Highlights for winter and spring, generally Hollywood's slowest period, include:
Ben Affleck as the superhero of the comic-book adaptation "Daredevil"; "National Security," pairing Martin Lawrence and Steve Zahn as ex-cops relegated to guard jobs; and "The Hunted," with Tommy Lee Jones as a tracker chasing an assassin (Benicio Del Toro).
Also, "Veronica Guerin," starring Cate Blanchett as the slain Irish reporter who crusaded against crime; Al Pacino in the CIA thriller "The Recruit"; "The Life of David Gale," featuring Kevin Spacey as an opponent of capital punishment who lands on Death Row; and "Tears of the Sun," with Bruce Willis as a Navy SEAL on a rescue mission.
Adam Sandler offers a spring prelude to the busy summer season with "Anger Management," playing a peaceable man whose outburst on an airplane puts him under the care of a rage adviser (Jack Nicholson).

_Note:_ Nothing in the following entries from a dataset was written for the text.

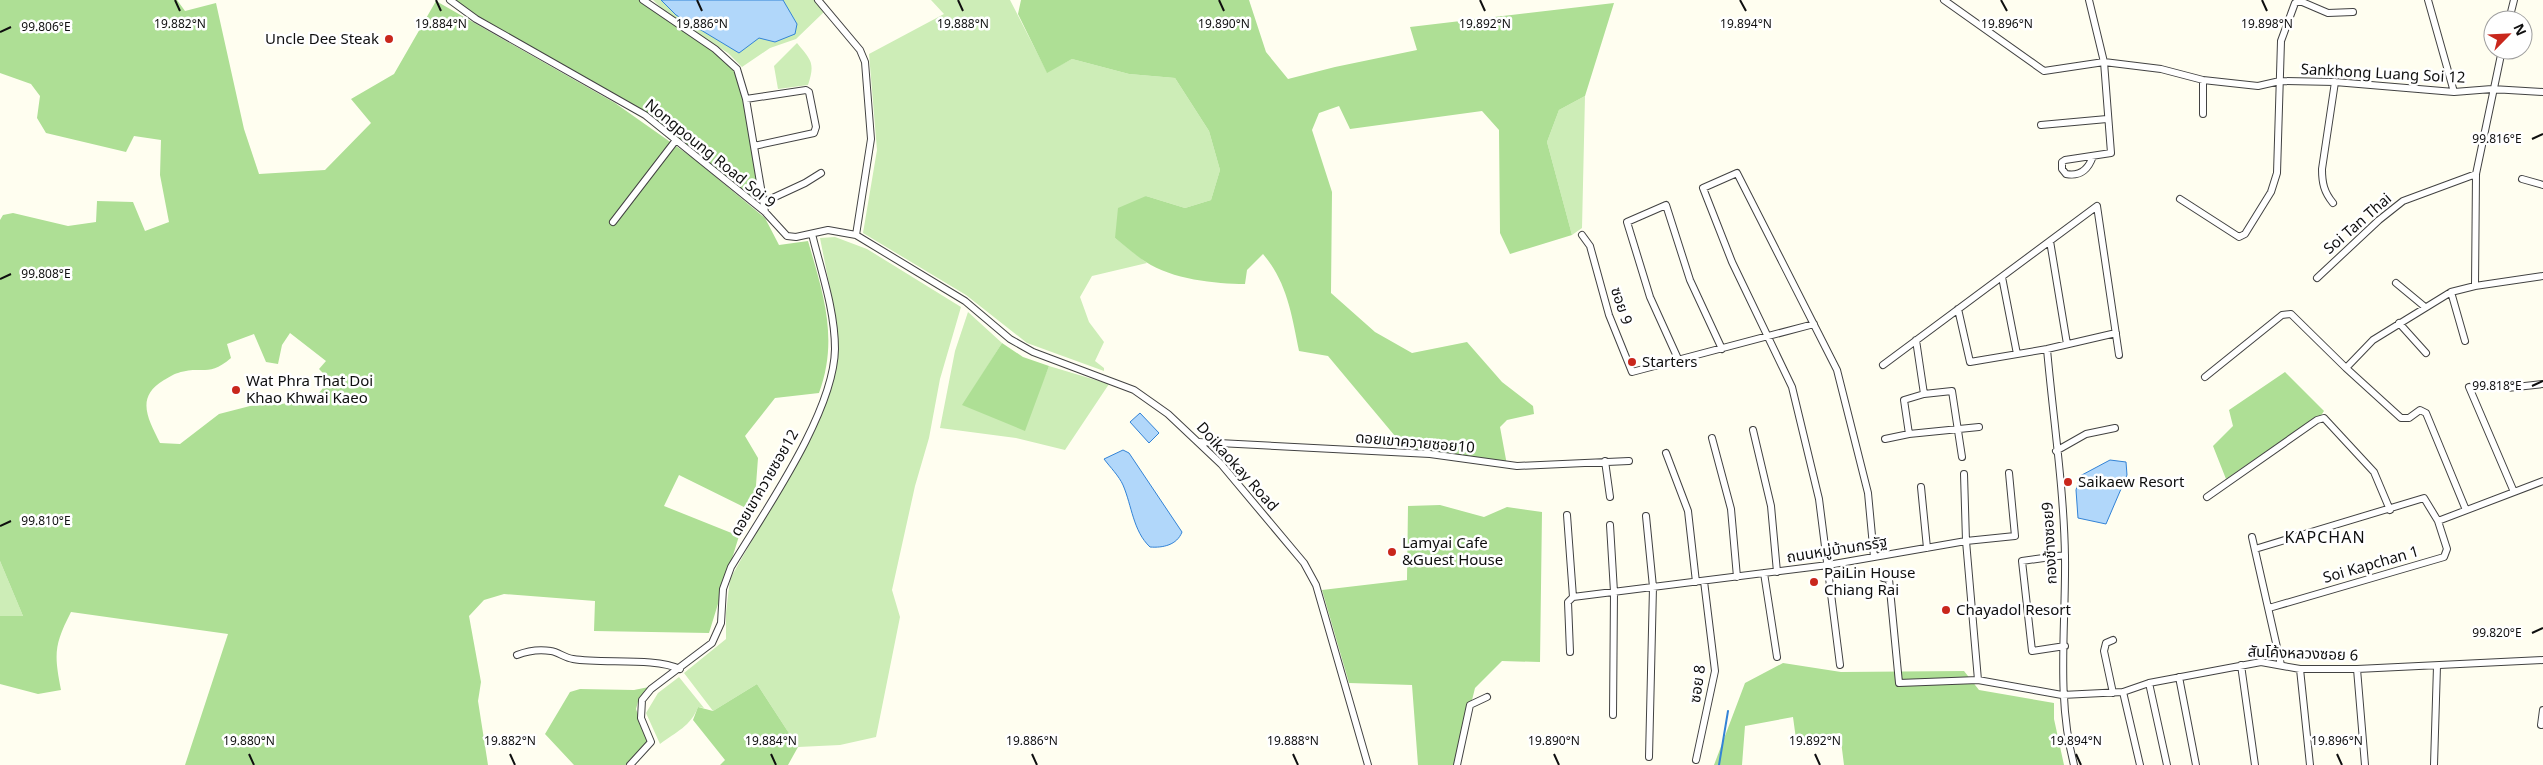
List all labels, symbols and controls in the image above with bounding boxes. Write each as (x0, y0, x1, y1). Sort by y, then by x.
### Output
north arrow (2483, 10, 2533, 60)
text: 19.882°N (154, 15, 206, 33)
text: 19.884°N (415, 15, 467, 33)
text: 19.886°N (676, 15, 728, 33)
text: 19.888°N (937, 15, 989, 33)
text: 19.890°N (1198, 15, 1250, 33)
text: 19.892°N (1459, 15, 1511, 33)
text: 19.894°N (1720, 15, 1772, 33)
text: 19.896°N (1981, 15, 2033, 33)
text: 19.898°N (2241, 15, 2293, 33)
text: 99.806°E (21, 18, 71, 36)
text: N (2508, 20, 2531, 39)
place label: Uncle Dee Steak (265, 28, 379, 51)
marker: Uncle Dee Steak (383, 33, 395, 45)
street label: Sankhong Luang Soi 12 (2300, 58, 2466, 90)
street label: Nongpoung Road Soi 9 (640, 94, 780, 214)
text: 99.816°E (2472, 130, 2522, 148)
street label: Soi Tan Thai (2319, 188, 2397, 260)
text: 99.808°E (21, 265, 71, 283)
street label: ซอย 9 (1604, 284, 1638, 328)
place label: Starters (1642, 351, 1698, 374)
marker: Starters (1626, 356, 1638, 368)
place label: Wat Phra That Doi Khao Khwai Kaeo (246, 370, 373, 410)
text: 99.818°E (2472, 377, 2522, 395)
marker: Wat Phra That Doi Khao Khwai Kaeo (230, 384, 242, 396)
street label: Doikaokay Road (1191, 417, 1283, 517)
street label: ดอยเขาควายซอย12 (725, 425, 805, 541)
street label: ดอยเขาควายซอย10 (1354, 426, 1476, 460)
place label: Saikaew Resort (2078, 471, 2185, 494)
marker: Saikaew Resort (2062, 476, 2074, 488)
street label: กองช้างซอย9 (2036, 501, 2064, 585)
text: 99.810°E (21, 512, 71, 530)
district label: KAPCHAN (2284, 526, 2366, 550)
street label: ถนนหมู่บ้านกรรัฐ (1785, 531, 1889, 569)
place label: Lamyai Cafe &Guest House (1402, 532, 1503, 572)
street label: Soi Kapchan 1 (2320, 540, 2422, 590)
marker: Lamyai Cafe &Guest House (1386, 546, 1398, 558)
place label: PaiLin House Chiang Rai (1824, 562, 1915, 602)
marker: PaiLin House Chiang Rai (1808, 576, 1820, 588)
place label: Chayadol Resort (1956, 599, 2072, 622)
marker: Chayadol Resort (1940, 604, 1952, 616)
text: 99.820°E (2472, 624, 2522, 642)
street label: สันโค้งหลวงซอย 6 (2247, 641, 2359, 667)
street label: ซอย 8 (1684, 663, 1712, 705)
text: 19.880°N (223, 732, 275, 750)
text: 19.882°N (484, 732, 536, 750)
text: 19.884°N (745, 732, 797, 750)
text: 19.886°N (1006, 732, 1058, 750)
text: 19.888°N (1267, 732, 1319, 750)
text: 19.890°N (1528, 732, 1580, 750)
text: 19.892°N (1789, 732, 1841, 750)
text: 19.894°N (2050, 732, 2102, 750)
text: 19.896°N (2311, 732, 2363, 750)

For Nicholson, "Anger Management" offered a slapstick respite from the dark humor of his current film, "About Schmidt," which is expected to earn him his latest Academy Awards nomination.
"I just went in the opposite direction, and I often do that. I just like to blow it out the other side," Nicholson said of the transition. "This one is antic comedy. That's everything I always get bad reviews for, but hopefully it's also what the public loves."
Along with the rush of sequels, which generally start arriving just before Memorial Day, summer flicks include:
The animated under-the-sea tale "Finding Nemo," from the creators of "Toy Story" and "Monsters, Inc.", and the animated above-the-water adventure "Sinbad: Legend of the Seven Seas"; Jim Carrey's comedy "Bruce Almighty," about a man given God's omnipotent powers; the comic-book adaptation "The Hulk"; and Russell Crowe in the high-seas adventure "Master and Commander: The Far Side of the World."
Also, Ridley Scott's con-man caper "Matchstick Men," starring Nicolas Cage; Eddie Murphy's comedy among the kiddies, "Daddy Day Care"; Kevin Costner's return to directing with "Open Range," co-starring Robert Duvall; and the unusual hybrid "The League of Extraordinary Gentlemen," starring Sean Connery in a meeting of Victorian literary figures from the works of Jules Verne, H.G. Wells, Bram Stoker and others.
Among big fall and holiday releases:
Mike Myers in "Dr. Seuss' the Cat in the Hat"; Tom Cruise in "The Last Samurai," about a U.S. soldier teaching modern warfare in 1870s Japan; "Cold Mountain," starring Nicole Kidman in an adaptation of the best-seller set during the Civil War; the Coen brothers' battle-of-the-sexes story "Intolerable Cruelty," with George Clooney; Julia Roberts as a freethinking art professor in "Mona Lisa Smile"; "Out of Time," starring Denzel Washington as a cop troubled by a double homicide; Uma Thurman as a vengeful former assassin in Quentin Tarantino's "Kill Bill"; and "The Alamo," with Billy Bob Thornton and Dennis Quaid in a new dramatization of the infamous last stand.